Wednesday, December 19, 2012
A postcard from Deming.
The sun shone from behind a plate of grey steel in the sky, an overcast morning of the sort I've been told since childhood to consider dreary and sad. Instead, I was eager to put my coat on and take a walk. These overcast days bring out qualities in the colors that are for so much of the year burnt out in the glaring sun, these days where even Deming seems full of colors.
Off of Buckeye and near the methodist church, there is a complex of retirement apartments called Kingdom of the Sun. This morning I came here to visit Geraldine, one of the few religious Buddhists living in Deming, who only discovered the presence of Deming Zen Center this fall. We are new, but Geraldine has lived here since 1985, feeling lonely and without sangha for most of these years. Recently she has suffered a stroke, sees very little, and is always on oxygen, so coming to the zen center is a tremendous effort for her. Her eyes filled with happiness when I told her I'd be happy to make a "house call."
"I'm going to ask your name a thousand times," she says, "Because I have no memory. It's so annoying."
"Thanks for understanding. Um. What's your name?"
Sitting at a small kitchen table in her one-bedroom apartment, she pointed to boxes and bags of things she was removing from her bookshelves and her walls. "I'm suffocating," she says, but it's not just housecleaning: she is getting her affairs in order, as the saying goes. She will, as energy allows, call on me to visit, as she still has plenty of questions about the dharma and finds comfort in hearing about it and sitting.

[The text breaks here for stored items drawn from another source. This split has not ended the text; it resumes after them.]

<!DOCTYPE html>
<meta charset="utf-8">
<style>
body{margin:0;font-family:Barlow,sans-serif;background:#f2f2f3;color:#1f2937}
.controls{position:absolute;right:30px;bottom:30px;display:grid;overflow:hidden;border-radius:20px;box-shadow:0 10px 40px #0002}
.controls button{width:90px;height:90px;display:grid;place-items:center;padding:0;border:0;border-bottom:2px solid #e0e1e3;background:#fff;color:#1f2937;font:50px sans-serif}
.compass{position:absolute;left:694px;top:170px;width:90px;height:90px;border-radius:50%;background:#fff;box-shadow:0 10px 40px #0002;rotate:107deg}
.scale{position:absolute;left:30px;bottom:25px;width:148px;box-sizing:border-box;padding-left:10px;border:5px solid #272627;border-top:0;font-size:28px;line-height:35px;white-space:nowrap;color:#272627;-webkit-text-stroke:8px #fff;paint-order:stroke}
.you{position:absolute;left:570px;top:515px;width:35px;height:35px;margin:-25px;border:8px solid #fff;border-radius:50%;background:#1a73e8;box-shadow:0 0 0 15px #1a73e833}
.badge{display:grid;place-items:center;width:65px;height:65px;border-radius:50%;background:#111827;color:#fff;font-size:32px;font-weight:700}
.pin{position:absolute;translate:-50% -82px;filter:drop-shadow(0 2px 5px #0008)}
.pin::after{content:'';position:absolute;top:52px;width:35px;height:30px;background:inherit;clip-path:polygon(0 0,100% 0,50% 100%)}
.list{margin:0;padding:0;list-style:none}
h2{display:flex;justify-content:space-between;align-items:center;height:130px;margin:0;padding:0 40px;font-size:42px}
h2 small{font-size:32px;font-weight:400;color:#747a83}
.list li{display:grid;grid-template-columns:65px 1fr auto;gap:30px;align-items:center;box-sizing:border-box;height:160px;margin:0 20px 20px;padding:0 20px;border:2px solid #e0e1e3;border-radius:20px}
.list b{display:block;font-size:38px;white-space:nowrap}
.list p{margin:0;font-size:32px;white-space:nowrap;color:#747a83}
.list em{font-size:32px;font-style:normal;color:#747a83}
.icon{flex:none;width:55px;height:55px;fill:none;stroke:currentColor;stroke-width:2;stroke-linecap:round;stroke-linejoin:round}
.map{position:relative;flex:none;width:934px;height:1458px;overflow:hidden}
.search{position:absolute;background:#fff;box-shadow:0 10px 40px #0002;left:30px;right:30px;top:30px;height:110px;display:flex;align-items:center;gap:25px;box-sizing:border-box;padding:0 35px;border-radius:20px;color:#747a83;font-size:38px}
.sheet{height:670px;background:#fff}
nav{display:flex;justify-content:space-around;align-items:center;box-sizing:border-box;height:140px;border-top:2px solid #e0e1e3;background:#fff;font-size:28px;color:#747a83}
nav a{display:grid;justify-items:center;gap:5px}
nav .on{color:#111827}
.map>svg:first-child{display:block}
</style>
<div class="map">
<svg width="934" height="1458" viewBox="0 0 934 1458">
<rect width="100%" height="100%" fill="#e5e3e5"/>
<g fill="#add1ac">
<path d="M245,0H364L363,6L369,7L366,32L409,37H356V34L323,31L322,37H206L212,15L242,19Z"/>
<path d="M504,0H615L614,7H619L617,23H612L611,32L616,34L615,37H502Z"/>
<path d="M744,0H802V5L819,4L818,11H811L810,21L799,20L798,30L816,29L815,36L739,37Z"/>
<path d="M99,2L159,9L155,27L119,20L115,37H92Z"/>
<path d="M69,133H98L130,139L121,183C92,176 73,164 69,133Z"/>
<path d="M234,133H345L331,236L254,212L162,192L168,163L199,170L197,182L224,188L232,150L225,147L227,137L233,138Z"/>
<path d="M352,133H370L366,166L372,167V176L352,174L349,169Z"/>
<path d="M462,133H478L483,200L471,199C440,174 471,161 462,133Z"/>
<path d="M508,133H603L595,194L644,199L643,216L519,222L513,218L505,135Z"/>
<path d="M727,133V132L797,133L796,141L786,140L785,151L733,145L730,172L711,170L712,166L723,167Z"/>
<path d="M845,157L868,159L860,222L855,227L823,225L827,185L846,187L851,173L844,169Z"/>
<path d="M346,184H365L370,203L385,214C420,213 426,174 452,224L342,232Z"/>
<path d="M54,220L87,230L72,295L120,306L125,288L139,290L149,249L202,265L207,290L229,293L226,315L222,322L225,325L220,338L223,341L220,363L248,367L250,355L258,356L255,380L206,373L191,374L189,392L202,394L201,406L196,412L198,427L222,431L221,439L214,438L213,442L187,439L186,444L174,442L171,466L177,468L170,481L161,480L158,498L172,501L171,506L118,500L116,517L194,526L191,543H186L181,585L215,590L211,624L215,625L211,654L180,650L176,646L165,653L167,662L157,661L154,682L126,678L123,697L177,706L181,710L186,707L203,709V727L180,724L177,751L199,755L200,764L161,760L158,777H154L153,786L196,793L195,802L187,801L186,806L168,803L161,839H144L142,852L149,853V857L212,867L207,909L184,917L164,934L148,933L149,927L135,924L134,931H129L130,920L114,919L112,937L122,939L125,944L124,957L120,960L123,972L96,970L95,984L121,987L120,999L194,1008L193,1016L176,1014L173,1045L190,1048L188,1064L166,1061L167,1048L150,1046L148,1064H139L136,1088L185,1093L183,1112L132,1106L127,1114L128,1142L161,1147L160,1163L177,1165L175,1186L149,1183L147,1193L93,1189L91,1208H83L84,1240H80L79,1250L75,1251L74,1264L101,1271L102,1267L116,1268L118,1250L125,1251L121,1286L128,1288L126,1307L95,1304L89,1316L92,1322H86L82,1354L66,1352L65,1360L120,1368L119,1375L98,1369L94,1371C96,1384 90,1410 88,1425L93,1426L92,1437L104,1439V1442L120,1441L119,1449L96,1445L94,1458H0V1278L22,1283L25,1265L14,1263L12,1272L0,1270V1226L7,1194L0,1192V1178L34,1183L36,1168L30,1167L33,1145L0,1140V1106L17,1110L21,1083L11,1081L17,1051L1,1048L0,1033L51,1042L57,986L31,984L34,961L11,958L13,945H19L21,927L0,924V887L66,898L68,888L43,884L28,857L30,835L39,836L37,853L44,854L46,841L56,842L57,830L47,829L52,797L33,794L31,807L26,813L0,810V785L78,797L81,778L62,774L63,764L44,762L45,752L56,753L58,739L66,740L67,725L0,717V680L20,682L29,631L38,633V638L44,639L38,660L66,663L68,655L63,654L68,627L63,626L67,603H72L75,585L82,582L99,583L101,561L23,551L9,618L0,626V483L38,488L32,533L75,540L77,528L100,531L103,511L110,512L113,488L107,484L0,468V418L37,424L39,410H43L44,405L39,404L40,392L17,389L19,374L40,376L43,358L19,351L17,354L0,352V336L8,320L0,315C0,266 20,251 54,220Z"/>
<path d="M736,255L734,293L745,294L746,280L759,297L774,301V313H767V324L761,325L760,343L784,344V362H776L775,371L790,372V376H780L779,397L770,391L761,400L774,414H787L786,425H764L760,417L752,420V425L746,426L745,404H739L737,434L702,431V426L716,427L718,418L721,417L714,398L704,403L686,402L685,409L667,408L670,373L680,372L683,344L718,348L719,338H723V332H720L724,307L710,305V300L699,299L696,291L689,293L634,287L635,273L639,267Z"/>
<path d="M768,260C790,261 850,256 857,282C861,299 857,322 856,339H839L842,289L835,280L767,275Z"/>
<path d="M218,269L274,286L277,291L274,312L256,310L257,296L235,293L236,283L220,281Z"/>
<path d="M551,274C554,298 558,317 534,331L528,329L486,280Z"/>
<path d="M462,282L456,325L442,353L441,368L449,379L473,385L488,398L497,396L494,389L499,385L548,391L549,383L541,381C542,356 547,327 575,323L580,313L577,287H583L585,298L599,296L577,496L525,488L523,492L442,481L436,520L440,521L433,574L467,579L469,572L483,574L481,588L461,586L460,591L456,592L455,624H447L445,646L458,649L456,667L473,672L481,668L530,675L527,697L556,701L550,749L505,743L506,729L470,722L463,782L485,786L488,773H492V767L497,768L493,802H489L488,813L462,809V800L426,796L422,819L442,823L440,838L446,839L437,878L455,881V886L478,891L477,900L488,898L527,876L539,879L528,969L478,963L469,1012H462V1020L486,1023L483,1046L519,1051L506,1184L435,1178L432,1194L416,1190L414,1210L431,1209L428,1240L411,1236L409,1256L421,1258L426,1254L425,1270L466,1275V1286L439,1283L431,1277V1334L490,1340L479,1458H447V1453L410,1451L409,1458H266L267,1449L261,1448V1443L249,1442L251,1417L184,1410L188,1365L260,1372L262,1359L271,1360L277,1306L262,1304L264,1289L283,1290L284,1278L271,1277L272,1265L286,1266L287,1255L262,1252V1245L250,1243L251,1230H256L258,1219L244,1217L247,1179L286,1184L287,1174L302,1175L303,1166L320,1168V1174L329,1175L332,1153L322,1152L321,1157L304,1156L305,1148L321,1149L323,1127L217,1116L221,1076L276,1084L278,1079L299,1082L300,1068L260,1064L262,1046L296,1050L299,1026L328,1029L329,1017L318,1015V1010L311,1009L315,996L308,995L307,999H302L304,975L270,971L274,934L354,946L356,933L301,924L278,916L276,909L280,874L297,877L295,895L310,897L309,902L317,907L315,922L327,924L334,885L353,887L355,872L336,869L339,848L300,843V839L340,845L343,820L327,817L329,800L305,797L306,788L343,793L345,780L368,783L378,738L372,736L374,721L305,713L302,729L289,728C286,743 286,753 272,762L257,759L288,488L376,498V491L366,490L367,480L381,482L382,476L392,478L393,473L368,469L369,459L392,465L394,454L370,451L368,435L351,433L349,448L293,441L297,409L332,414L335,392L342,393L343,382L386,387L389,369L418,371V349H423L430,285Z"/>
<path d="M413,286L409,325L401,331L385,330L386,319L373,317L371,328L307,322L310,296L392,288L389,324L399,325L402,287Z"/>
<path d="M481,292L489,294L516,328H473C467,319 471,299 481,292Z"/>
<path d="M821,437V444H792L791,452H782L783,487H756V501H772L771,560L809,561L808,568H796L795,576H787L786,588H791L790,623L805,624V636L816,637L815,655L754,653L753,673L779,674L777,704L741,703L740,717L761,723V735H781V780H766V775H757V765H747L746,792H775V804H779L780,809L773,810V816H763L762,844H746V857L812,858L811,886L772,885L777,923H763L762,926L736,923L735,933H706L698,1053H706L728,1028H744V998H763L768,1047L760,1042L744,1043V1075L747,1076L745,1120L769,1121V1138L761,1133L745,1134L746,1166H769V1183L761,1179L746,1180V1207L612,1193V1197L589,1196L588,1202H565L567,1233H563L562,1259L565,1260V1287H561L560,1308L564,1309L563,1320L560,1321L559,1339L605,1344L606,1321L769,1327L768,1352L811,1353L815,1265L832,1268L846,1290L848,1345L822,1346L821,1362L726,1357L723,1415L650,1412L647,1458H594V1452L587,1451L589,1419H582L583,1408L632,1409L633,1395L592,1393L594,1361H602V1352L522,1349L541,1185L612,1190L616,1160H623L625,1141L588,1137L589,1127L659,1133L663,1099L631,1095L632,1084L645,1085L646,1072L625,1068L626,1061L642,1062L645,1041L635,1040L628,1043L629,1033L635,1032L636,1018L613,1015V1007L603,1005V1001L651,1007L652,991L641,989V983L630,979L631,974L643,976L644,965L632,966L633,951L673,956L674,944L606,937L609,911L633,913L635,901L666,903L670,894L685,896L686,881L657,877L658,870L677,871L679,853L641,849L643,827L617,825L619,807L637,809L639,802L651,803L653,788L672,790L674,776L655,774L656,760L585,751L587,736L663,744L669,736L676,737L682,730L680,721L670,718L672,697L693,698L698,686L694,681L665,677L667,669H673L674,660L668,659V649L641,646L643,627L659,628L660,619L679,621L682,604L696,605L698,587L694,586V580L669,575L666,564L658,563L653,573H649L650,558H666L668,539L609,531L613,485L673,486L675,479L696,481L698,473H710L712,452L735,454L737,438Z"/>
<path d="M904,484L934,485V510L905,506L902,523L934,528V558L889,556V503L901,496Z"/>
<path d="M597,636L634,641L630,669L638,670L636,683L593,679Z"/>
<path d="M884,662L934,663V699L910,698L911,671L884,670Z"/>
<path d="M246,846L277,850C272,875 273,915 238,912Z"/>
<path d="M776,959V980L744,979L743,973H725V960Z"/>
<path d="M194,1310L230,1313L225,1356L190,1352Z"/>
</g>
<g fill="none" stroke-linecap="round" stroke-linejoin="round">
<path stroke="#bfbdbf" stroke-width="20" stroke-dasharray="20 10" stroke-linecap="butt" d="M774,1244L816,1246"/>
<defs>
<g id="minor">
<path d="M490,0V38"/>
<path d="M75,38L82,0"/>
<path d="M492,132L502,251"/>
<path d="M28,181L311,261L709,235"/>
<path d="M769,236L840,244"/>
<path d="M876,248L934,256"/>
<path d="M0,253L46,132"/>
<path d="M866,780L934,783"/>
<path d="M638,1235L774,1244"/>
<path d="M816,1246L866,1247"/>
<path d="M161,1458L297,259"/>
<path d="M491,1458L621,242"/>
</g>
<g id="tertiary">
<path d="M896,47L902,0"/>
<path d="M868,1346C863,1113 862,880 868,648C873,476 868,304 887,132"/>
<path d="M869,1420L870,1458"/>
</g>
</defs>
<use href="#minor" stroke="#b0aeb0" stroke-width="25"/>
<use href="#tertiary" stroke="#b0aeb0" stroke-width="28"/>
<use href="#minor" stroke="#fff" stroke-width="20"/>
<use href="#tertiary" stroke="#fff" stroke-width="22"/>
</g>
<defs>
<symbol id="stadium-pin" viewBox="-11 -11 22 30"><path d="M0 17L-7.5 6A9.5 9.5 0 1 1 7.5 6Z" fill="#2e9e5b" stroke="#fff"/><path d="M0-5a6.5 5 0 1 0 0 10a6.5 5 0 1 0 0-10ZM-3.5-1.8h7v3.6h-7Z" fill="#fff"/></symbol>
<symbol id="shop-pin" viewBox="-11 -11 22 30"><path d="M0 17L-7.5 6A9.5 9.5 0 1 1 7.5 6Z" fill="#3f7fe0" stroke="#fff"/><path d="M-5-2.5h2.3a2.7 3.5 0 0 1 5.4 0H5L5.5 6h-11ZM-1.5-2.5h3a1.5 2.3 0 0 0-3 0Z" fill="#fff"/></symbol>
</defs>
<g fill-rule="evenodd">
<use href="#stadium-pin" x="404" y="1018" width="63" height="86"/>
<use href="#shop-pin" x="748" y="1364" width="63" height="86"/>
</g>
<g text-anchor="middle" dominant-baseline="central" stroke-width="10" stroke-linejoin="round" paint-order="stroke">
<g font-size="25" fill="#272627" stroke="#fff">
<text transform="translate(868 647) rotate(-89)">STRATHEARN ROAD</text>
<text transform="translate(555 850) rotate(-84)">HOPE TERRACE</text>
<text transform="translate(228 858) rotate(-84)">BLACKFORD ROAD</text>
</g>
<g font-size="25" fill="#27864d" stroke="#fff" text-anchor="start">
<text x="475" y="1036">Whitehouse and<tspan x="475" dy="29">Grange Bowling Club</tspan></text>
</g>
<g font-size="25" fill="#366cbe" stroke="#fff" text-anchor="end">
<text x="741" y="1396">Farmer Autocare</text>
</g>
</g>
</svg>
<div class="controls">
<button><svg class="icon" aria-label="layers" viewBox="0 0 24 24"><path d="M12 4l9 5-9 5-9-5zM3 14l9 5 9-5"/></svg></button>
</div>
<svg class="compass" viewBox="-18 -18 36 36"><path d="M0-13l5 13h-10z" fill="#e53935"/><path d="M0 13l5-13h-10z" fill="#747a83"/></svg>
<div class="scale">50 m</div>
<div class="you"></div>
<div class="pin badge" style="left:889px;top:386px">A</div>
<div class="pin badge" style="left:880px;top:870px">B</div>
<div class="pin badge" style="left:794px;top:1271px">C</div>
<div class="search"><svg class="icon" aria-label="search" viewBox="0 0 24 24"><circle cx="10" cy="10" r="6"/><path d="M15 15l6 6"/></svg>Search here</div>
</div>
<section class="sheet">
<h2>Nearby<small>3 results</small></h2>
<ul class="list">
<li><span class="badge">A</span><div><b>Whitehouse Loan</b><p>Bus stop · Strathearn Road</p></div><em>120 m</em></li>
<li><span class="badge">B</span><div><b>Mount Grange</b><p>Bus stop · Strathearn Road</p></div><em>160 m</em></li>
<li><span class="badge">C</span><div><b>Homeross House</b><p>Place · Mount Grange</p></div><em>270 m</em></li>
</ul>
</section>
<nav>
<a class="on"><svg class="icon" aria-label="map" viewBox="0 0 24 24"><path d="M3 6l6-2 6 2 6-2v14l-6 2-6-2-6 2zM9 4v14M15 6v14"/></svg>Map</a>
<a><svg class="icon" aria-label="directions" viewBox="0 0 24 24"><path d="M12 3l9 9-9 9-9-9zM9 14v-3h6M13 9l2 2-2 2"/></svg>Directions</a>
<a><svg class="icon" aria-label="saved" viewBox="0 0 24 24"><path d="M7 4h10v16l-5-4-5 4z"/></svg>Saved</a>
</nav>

Her male friend, Bruce, is 81 years old and has health problems of his own. Neither of them have family. He helps her. He saw me to my car when Geraldine needed to rest. Standing on the sidewalk while the wind blew dried leaves in a swirl around his hiking boots, he told me that Geraldine is getting ready and will not have a ceremony of any kind, since he'd be the only guest. Soon it will be his time, too, and he spoke about it as a simple matter of fact, the way a gardener speaks of the changing of seasons. How they came to be here in the desert with no family and friends is not a story he is interested to tell.
An hour later, I was on the interstate, driving east toward Las Cruces. The wind had picked up even more and was blowing enough dirt to cover the landscape and most of the distance in front of the car. Traffic slowed for safety and we rolled through a dust storm that emphasized the complete indifference of the desert to its human settlers and their projects. Yesterday's footprints are gone.